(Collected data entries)
────────
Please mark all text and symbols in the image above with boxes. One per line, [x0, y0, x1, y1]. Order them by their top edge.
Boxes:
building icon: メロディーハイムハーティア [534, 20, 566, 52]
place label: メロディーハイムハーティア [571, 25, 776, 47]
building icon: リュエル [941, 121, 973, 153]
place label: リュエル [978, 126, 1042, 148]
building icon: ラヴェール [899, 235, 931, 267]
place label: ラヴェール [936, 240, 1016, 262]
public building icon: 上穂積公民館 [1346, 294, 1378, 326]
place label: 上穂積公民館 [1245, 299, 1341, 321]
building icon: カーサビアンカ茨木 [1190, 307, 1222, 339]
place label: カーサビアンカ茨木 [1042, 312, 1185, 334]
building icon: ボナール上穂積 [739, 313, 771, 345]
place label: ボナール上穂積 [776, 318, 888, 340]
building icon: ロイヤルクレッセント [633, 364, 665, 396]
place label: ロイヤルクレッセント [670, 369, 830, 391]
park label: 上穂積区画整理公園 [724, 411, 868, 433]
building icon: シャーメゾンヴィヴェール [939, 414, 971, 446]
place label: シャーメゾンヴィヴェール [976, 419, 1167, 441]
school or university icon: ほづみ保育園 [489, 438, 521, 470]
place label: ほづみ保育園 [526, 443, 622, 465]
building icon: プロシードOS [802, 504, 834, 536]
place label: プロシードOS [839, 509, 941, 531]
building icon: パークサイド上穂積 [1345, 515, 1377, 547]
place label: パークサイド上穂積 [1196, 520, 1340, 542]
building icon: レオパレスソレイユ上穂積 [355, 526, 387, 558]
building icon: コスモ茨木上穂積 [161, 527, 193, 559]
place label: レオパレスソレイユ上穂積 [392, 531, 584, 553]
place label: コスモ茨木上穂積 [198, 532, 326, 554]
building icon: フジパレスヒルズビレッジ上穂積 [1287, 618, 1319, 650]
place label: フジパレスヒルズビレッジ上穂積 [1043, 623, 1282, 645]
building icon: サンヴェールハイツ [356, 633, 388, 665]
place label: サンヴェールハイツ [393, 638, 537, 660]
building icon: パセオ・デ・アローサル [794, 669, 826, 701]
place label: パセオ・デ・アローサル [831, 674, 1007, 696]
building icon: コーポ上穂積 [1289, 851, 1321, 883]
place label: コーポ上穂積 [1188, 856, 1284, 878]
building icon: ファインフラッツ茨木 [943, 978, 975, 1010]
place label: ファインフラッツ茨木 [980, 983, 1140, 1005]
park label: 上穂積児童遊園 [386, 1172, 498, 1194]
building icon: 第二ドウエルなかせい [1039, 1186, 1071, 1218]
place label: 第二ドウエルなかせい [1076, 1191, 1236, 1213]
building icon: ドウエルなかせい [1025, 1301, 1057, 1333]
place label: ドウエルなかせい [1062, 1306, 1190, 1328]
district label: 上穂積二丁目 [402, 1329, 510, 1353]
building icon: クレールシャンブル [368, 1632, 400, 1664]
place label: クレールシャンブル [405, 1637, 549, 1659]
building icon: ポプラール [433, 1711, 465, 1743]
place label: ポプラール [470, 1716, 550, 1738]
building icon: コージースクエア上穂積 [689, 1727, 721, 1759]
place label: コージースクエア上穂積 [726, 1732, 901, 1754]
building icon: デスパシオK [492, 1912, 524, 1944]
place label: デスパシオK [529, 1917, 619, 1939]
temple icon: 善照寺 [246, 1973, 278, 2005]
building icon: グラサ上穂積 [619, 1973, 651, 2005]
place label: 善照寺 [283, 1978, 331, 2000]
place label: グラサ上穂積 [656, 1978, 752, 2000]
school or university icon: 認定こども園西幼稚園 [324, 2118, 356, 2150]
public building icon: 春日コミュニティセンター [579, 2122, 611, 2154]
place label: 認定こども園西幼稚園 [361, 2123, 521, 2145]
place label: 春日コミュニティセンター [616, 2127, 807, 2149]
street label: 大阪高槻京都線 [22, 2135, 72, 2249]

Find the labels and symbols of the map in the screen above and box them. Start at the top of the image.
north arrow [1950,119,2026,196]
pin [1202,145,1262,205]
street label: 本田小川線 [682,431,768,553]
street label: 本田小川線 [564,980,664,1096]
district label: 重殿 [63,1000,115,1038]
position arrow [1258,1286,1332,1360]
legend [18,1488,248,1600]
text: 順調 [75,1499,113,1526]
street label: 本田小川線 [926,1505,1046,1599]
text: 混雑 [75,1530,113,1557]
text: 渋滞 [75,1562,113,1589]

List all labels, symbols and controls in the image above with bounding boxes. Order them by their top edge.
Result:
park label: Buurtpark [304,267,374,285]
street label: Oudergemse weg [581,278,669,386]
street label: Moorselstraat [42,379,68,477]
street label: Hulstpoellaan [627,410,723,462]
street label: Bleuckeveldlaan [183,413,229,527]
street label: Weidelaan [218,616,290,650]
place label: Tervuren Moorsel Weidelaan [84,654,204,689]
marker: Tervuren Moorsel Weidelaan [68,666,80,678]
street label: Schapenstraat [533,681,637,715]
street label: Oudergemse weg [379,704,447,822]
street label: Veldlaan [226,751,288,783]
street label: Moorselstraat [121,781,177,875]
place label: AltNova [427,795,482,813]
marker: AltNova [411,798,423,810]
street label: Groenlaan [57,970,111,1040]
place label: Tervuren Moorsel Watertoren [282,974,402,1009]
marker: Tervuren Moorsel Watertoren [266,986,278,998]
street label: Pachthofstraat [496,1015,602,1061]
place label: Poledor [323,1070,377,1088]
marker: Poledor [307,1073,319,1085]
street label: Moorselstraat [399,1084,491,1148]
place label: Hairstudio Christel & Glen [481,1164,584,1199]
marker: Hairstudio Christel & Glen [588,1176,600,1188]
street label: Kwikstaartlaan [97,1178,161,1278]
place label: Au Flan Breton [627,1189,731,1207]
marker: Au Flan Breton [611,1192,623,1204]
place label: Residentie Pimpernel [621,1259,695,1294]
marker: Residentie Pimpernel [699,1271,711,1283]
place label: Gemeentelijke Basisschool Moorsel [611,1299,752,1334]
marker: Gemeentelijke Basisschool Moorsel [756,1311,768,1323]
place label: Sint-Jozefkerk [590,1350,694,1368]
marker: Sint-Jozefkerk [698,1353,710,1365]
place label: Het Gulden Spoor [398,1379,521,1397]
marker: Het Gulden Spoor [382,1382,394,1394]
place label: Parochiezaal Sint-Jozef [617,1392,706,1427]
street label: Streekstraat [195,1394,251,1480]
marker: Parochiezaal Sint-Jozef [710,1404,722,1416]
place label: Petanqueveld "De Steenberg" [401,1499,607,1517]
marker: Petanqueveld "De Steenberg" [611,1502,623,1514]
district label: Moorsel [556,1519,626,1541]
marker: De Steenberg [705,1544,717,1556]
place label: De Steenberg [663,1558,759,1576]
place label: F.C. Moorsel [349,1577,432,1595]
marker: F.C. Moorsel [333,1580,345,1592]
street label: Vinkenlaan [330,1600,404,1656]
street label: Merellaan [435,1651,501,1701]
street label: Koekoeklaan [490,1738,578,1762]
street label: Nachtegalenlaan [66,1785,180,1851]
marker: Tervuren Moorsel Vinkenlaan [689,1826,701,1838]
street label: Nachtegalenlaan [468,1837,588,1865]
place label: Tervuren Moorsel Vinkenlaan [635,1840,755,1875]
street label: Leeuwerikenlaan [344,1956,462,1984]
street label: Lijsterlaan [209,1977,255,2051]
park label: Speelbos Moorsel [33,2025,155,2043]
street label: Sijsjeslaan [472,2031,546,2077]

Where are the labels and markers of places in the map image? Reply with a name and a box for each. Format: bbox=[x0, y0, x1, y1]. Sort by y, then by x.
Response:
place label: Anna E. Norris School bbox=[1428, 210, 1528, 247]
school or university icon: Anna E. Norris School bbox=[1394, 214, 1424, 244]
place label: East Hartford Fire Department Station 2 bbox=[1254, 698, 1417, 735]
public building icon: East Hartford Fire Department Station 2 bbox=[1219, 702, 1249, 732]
────────
**WHAT YOU HAVE TO DO:** Pick from the records each line that contains the word "リュエル" and show it.

**WRITTEN SOLUTION:**
building icon: リュエル [941, 121, 973, 153]
place label: リュエル [978, 126, 1042, 148]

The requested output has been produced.